Authorities placed historically deadly Mount Kelut on red alert more than two weeks ago, but until Thursday when hundreds of tremors shook the peak its activity had remained largely calm.

On Friday, the ongoing tremors had been continuous for more than three hours, volcanologist Agus Budianto said.

"The continuous tremors have been rocking the volcano for three-and-a-half hours, meaning that an eruption is imminent. This is the last key indicator we use before a volcano blows out," he warned.

"These tremors have continued for the longest period since the volcano was put on top alert," he told AFP.

Budianto said that volcanologists located in the volcano's monitoring centre 7.5 kilometres (five miles) from the crater were preparing to evacuate themselves.

The peak, about 90 kilometres from Indonesia's second largest city of Surabaya, was blanketed by thick fog and it was raining in the area, another volcanologist said.

Experts have said they expect an eruption of Kelut to consist of "heat clouds" of searing gas and volcanic debris rushing down the slopes, similar to the most recent 1990 eruption that claimed 34 lives.
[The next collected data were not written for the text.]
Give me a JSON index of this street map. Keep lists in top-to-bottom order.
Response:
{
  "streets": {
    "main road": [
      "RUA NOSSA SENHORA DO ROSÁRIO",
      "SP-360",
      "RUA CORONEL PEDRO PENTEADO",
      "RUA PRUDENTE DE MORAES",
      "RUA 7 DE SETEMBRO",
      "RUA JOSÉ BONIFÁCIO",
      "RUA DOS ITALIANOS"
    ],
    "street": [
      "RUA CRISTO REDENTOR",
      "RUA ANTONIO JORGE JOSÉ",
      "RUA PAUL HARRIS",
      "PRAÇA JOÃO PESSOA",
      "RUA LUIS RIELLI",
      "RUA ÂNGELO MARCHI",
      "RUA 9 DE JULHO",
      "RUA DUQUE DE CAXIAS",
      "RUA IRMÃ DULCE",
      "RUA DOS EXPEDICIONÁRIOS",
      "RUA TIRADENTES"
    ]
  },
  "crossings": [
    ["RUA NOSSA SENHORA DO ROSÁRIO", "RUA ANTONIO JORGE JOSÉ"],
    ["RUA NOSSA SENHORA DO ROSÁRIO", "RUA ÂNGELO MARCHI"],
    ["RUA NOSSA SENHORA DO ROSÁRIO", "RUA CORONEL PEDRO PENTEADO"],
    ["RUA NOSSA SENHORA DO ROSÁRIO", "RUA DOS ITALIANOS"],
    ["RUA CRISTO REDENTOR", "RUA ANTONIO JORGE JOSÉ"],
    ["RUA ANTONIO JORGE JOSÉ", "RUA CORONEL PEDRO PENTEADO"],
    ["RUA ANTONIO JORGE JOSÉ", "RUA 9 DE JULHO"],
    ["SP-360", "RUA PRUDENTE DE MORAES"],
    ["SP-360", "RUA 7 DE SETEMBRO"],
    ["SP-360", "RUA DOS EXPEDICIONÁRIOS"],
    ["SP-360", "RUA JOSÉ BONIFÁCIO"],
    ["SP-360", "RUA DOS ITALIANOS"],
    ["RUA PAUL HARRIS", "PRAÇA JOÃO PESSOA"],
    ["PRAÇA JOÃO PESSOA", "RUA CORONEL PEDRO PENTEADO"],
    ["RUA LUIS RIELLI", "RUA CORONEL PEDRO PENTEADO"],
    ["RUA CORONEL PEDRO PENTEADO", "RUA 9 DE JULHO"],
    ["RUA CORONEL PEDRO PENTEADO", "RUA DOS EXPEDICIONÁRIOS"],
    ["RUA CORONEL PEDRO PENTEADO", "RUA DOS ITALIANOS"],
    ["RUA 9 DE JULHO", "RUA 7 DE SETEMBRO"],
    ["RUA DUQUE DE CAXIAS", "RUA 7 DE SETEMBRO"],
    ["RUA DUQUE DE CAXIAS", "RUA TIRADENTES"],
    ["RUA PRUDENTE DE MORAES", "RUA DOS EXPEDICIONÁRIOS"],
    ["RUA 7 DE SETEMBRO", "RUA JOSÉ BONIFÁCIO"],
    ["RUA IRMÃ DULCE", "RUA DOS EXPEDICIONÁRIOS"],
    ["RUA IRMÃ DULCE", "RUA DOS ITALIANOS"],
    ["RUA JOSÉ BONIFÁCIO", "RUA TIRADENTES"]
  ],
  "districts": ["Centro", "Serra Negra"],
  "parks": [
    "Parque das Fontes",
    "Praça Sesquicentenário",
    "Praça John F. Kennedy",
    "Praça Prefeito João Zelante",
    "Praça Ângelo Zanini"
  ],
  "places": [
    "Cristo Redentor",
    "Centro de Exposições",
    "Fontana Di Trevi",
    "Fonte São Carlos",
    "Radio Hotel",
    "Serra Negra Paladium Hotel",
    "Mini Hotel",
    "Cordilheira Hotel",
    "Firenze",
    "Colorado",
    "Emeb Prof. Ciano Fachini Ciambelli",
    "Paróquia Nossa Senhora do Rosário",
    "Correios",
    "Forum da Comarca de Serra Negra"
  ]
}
Officials meanwhile were stepping up efforts to evacuate all residents -- approximately 130,000 according to Indonesia's health ministry -- within a 10-kilometre danger zone around the crater.

Many returned home despite evacuation efforts when the alert was initially raised, or refused to leave altogether.

Officials said they were planning to set up cinema screens and invite pop singers to perform at evacuation shelters in an effort to lure people to safety.

"We will set up an outdoor cinema at several shelters in Blitar district in order to attract people to evacuate," said Kamtono, a local official from one of the two districts that would be affected by an eruption.

"We are having big difficulties asking people to evacuate. They don't want to leave their livestock untended in the village and they also still believe the elderly people who are saying that Kelut won't erupt soon," he told AFP.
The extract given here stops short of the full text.